Grameen was highly successful, and grew rapidly throughout the 1970s, becoming an official bank in 1983. Other microcredit organizations, such as ACCION, were also taking off at this time. ACCION was started in Latin America by a law student named Joseph Blatchford, and had already been doing significant development work in the 1960s. Seeing that their development efforts were not doing enough to help people out of poverty, ACCION pioneered its microcredit program in Recife, Brazil in order to address what they saw as the fundamental problem of poverty - lack of resources. This program saw great success, and today ACCION is one of the largest microfinance initiatives (MFIs) in the world.

The success of Grameen, ACCION, and other early microcredit initiatives spurred an explosion of interest in microcredit. In the 1990s, there was an enormous worldwide expansion of microcredit programs. During that decade, as well, some organizations realized that credit alone may not be enough to help the poor. They began to expand beyond loans, offering other services such as savings or insurance. Hence the term "microfinance" was born. This includes microcredit, which is still a large percentage of the services MFIs offer, but also any other financial service provided to the poor (savings, insurance, etc). Microfinance has become the standard term for the provision of financial services to the poor.

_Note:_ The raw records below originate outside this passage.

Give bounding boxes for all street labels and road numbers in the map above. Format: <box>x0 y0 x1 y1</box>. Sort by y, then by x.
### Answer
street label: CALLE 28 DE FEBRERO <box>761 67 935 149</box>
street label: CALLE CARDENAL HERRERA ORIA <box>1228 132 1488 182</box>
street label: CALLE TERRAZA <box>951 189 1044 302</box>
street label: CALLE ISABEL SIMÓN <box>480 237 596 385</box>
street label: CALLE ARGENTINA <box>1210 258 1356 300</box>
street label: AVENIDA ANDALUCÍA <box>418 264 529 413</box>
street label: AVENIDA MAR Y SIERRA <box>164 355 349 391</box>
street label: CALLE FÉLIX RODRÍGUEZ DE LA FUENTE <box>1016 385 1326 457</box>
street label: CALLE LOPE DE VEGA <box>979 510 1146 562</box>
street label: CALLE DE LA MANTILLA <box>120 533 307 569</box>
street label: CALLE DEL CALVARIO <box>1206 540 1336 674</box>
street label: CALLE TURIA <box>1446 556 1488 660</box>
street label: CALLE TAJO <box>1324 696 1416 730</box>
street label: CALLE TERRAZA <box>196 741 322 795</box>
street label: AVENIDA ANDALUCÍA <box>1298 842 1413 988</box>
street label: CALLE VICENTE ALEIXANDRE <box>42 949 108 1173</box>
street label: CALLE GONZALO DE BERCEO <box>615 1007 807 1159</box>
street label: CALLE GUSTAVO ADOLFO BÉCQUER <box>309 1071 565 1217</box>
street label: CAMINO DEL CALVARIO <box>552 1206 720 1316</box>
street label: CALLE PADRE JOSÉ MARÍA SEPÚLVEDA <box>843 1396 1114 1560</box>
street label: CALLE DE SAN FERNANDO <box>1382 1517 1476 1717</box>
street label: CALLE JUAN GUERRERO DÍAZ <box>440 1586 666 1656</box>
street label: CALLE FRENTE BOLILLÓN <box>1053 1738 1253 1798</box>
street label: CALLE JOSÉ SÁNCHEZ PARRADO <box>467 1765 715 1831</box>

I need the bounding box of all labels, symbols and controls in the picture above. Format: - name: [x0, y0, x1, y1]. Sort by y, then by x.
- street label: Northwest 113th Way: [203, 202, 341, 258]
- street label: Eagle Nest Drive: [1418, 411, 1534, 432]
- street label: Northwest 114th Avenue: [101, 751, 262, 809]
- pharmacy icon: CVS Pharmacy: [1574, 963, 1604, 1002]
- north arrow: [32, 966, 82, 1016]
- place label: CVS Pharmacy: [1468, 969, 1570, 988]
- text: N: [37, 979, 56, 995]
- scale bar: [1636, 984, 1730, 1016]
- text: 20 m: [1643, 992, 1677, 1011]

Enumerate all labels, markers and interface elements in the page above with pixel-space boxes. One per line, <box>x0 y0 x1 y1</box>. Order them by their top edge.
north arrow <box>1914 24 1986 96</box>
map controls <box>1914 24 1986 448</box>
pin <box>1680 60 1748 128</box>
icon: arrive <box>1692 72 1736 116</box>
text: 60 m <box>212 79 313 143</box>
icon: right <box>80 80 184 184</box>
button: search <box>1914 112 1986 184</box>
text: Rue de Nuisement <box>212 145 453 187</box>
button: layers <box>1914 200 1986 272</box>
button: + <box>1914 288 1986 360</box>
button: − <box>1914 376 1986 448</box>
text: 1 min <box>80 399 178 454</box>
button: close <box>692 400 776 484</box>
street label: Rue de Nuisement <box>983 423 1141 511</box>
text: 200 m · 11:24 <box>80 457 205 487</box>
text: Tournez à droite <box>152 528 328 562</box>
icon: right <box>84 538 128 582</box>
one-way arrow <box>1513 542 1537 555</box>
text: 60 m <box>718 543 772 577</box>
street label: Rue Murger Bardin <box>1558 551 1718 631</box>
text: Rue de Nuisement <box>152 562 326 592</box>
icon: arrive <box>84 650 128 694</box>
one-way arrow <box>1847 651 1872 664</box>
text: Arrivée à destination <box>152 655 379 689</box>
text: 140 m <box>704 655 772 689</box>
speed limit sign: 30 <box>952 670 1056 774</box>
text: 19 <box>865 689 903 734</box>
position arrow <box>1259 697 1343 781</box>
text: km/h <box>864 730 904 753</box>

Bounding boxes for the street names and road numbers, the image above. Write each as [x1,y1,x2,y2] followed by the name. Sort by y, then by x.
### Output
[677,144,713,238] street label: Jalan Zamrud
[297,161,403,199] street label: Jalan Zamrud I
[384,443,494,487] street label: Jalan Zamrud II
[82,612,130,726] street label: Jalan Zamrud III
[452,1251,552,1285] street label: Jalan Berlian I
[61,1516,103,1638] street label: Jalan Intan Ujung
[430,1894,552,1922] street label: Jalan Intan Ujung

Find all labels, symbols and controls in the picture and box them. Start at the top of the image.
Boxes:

Microfinance programs around the world continued to grow with great success - most MFIs have a 98% or higher loan repayment rate, and have helped significant numbers of their clients escape poverty. Because of this, the early 2000's saw increased recognition of microfinance by governments, the media, and international organizations. The United Nations declared 2005 "The Year of Microcredit", and in 2006 Mohammad Yunus, and Grameen Bank, were awarded the Nobel Peace Prize, spurring even greater interest in microfinance. Because of the increased awareness of microfinance, and many MFIs' ability to become profitable while still helping the poor, many banks and other institutions have begun to invest in MFIs, giving them a new source of funding in addition to donations. Now, MFIs are very varied, ranging from small operations to multinational ones, and from credit-only organizations to ones that offer the full range of financial services. This trend of increasing diversity as well as increasing outreach, if it continues (and it looks like it will), will give poor people who want to take out loans or open a savings account a choice of several MFIs, with different products and rules, to do this with - a choice that has been previously nonexistent for the poor. With investment, repayment rates, and outreach all high, as well as demonstrated success in helping the poor, the future of microfinance looks bright and exciting.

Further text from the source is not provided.